There are 126 sworn officers with OSP (Oregon State Police) Fish and Wildlife Division, all fully trained state troopers just like the ones who enforce traffic or work in the criminal division. These officers have additional training but unlike their patrol counterparts are rarely seen. They work deep in the woods, marshes, prairies, rivers, and skies.
The OSP Fish and Wildlife Division maintains four aircraft used for a variety of purposes, which includes enforcing winter range closures and detecting night hunting, illegal in Oregon.
The Nugget learned of the many resources Fish and Wildlife Division officers employ in pursuit of their mission when we spent a morning last week with Lt. Tim Schwartz. From old-school operations with horses and dogs to jet boats, rafts, ATVs, snowmobiles, and bikes, aided by radar spotting scopes, night vision goggles, GPS, and digital cameras and recorders, officers are well equipped to meet the often-difficult Oregon terrain.
Schwartz, who lives in Sisters as does one of his sergeants, is responsible for roughly half the state's territory. He spends many of his days and thousands of miles working with his team and interfacing with other essential partners such as ODFW (Oregon Department of Fish and Wildlife).
The ODFW, a civilian agency, establishes the rules and regulations for hunting and fishing and issues licenses and tags and manages wildlife conservation. The OSP enforces those rules and regs. If it seems like a lot of resources, it is. Hunting and fishing in Oregon is a big business.
The most recent study (2019) is outdated both in terms of numbers and the impact of inflation. But then, the economic impact on Deschutes County was impressive. Three million dollars was spent on hunting, $27 million on fishing, and $19 million on wildlife watching. In the county, 620 persons were employed in these activities, with a payroll of $24.4 million.
"It's worth protecting," Schwartz said. "Our job may look mostly like enforcement, but the biggest aspect is education." He pointed to some examples of the complexity of an officer's work, one being a river where three different sets of regulations apply to different sections of the same stream.
"It takes a lot of intuition and assessing intent when encountering hunters and anglers," he explained.
There is no law about walking down the road with a rod or rifle in hand and no license in possession. But why would one be in that position if not to hunt or fish?

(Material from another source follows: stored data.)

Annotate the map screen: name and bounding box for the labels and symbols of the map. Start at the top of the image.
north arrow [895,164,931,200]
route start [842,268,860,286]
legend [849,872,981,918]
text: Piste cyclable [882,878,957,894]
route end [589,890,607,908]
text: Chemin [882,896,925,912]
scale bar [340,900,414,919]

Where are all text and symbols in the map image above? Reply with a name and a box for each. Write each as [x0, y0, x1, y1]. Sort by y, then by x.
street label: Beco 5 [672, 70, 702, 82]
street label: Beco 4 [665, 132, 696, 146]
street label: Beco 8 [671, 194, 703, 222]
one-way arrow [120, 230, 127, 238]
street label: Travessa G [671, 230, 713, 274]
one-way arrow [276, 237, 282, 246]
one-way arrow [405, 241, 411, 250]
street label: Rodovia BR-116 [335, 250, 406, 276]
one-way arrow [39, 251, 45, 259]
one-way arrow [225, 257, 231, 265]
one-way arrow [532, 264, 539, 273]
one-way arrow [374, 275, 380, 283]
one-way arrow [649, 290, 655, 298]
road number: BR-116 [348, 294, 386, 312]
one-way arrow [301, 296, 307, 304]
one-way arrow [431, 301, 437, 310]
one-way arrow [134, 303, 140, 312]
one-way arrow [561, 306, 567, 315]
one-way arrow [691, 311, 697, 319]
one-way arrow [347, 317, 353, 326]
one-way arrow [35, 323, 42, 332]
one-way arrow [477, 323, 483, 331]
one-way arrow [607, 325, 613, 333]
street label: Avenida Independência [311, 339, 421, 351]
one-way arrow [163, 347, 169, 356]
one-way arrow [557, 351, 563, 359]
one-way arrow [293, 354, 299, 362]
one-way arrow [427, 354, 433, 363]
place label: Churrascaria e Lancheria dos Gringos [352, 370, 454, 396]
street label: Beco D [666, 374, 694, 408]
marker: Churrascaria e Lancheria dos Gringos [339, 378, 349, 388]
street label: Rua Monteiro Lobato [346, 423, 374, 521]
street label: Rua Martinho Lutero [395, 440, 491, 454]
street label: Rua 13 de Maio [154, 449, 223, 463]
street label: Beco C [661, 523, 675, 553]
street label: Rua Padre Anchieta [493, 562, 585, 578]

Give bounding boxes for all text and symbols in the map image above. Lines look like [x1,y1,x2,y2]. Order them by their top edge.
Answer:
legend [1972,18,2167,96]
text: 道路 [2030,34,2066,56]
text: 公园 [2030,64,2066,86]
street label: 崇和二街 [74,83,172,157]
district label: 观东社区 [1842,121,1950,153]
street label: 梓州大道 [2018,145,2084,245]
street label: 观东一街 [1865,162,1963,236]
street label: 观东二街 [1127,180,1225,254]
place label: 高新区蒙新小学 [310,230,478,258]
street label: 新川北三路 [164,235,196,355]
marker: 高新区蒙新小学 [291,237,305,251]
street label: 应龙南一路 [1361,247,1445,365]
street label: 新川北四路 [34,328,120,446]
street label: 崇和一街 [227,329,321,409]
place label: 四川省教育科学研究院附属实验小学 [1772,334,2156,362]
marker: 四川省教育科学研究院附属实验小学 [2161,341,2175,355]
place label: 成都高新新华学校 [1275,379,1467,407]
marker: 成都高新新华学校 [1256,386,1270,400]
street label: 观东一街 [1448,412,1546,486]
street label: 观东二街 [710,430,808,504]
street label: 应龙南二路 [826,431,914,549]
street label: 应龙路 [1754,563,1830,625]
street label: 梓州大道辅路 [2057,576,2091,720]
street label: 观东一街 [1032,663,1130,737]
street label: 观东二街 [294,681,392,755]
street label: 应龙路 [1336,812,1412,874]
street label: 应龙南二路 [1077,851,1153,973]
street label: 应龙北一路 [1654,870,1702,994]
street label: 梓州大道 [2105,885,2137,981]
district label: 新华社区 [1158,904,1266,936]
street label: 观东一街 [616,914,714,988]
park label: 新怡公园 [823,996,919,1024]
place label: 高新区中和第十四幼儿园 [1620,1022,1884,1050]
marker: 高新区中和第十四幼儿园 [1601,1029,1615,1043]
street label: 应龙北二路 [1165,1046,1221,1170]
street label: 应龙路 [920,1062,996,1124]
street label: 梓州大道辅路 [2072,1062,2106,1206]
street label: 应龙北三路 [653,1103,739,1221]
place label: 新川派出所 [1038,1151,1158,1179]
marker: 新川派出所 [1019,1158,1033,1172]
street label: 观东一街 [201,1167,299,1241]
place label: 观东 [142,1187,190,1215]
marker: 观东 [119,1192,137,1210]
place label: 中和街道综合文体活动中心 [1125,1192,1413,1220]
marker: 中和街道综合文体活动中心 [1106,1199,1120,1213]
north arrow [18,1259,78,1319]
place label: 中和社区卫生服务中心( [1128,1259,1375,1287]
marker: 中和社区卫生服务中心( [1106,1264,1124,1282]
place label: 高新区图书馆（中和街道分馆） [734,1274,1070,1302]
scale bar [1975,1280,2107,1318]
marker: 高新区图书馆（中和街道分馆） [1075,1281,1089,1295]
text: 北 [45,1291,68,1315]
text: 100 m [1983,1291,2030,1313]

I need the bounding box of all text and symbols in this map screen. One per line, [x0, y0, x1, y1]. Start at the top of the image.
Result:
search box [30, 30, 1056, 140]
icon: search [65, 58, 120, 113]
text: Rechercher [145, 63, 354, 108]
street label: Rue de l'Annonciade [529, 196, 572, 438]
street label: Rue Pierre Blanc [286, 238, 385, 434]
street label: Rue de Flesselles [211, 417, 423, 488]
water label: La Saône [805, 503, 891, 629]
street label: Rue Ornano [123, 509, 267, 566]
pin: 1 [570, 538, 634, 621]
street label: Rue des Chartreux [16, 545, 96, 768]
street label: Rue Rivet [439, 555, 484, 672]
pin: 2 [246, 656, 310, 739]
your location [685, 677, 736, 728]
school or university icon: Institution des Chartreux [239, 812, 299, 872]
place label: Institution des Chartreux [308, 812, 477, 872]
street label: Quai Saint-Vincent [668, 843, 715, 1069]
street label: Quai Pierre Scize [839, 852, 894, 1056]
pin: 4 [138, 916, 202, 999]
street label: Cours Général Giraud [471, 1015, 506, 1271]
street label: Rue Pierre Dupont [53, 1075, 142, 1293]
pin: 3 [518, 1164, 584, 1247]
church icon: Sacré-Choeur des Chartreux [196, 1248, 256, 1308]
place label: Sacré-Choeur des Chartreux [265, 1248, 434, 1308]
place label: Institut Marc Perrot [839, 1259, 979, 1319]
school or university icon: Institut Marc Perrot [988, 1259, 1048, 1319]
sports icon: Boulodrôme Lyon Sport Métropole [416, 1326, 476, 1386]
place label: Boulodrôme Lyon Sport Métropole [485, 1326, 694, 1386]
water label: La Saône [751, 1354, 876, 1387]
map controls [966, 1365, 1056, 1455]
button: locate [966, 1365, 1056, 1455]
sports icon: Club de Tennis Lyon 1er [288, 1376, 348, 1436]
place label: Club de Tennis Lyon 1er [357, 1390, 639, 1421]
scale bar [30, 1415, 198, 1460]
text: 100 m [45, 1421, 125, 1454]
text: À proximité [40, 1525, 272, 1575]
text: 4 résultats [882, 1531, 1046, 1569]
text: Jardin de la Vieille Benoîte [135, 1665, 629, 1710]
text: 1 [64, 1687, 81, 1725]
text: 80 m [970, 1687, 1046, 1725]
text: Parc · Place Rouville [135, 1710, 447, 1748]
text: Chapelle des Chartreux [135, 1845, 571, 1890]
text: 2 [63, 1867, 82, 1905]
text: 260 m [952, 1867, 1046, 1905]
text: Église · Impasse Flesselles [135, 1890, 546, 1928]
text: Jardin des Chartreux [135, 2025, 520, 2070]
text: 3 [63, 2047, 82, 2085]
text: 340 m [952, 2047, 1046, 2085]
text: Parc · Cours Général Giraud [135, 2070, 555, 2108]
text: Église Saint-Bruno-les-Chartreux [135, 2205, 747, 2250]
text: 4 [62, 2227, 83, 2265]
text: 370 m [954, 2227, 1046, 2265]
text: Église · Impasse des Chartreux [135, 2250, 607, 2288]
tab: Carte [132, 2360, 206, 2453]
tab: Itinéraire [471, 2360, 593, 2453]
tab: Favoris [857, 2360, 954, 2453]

Anybody hunting or fishing without a proper license or tag is technically poaching. Many interpret poaching as commercial harvesting of wildlife, which is not all that common.
Schwartz, himself an archery and muzzleloader hunter, has four brothers and three children, products of Sisters schools, all of whom are avid outdoor enthusiasts.
Archery hunting is growing in popularity. Oregon has 127,422 deer hunters, 16 percent of whom use a bow or crossbow. They took 3,959 of the state's 39,588 deer in 2021.
Apart from fishing or hunting without a license or appropriate tag, Schwartz says the more common violations are hunting on private property, party hunting, hunting from the road, and night hunting.
"We're very focused as much on the safety implications from improper hunting and fishing," said Schwartz, asking that hikers be aware of their surroundings during the season.
Above all, Schwartz wants everybody to get out and enjoy what nature has to offer.